PROBLEM DETAILS:
The result should be an exact copy of the entries below, free of pictures.
[[ SUPPLIED RECORDS, beginning ]]
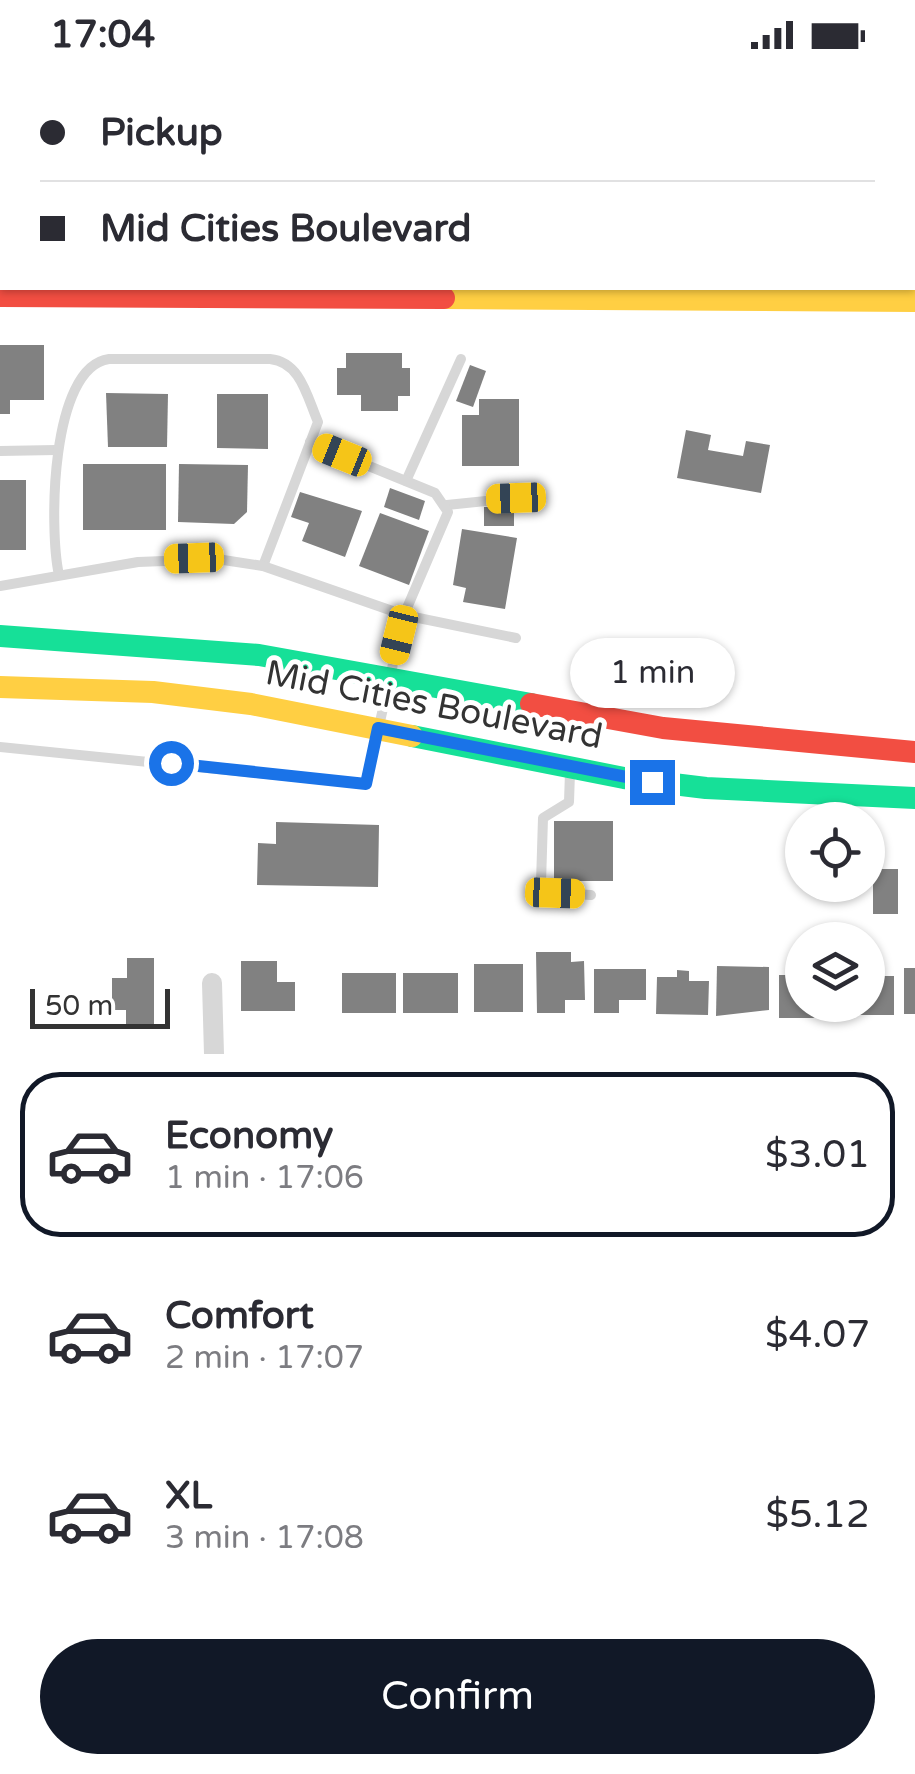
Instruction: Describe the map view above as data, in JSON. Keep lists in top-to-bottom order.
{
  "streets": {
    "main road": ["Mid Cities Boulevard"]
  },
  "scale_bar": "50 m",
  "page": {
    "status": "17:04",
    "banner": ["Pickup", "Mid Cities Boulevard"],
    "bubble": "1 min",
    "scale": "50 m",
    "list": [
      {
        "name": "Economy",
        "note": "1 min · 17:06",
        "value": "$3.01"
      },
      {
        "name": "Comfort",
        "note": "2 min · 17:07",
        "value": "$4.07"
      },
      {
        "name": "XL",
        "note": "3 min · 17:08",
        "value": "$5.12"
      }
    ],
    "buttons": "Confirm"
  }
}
[[ SUPPLIED RECORDS, end ]]
TASK RESPONSE:
Instruction: Describe the map view above as data, in JSON. Keep lists in top-to-bottom order.
{
  "streets": {
    "main road": ["Mid Cities Boulevard"]
  },
  "scale_bar": "50 m",
  "page": {
    "status": "17:04",
    "banner": ["Pickup", "Mid Cities Boulevard"],
    "bubble": "1 min",
    "scale": "50 m",
    "list": [
      {
        "name": "Economy",
        "note": "1 min · 17:06",
        "value": "$3.01"
      },
      {
        "name": "Comfort",
        "note": "2 min · 17:07",
        "value": "$4.07"
      },
      {
        "name": "XL",
        "note": "3 min · 17:08",
        "value": "$5.12"
      }
    ],
    "buttons": "Confirm"
  }
}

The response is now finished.